* _Material for the task_:

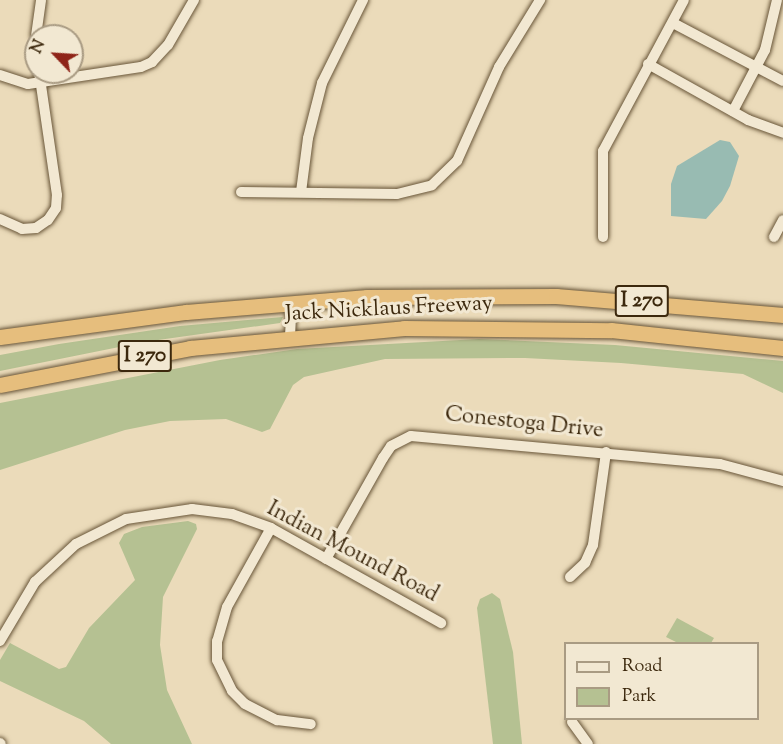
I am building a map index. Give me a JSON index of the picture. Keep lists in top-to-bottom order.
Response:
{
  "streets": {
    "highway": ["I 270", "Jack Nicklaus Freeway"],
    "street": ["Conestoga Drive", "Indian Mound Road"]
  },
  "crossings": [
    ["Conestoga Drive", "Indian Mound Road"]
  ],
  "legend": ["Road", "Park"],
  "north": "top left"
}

* _Problem requirements_: Could you write the entries out again exactly, without their pictures?

* _Response to the task_:
I am building a map index. Give me a JSON index of the picture. Keep lists in top-to-bottom order.
Response:
{
  "streets": {
    "highway": ["I 270", "Jack Nicklaus Freeway"],
    "street": ["Conestoga Drive", "Indian Mound Road"]
  },
  "crossings": [
    ["Conestoga Drive", "Indian Mound Road"]
  ],
  "legend": ["Road", "Park"],
  "north": "top left"
}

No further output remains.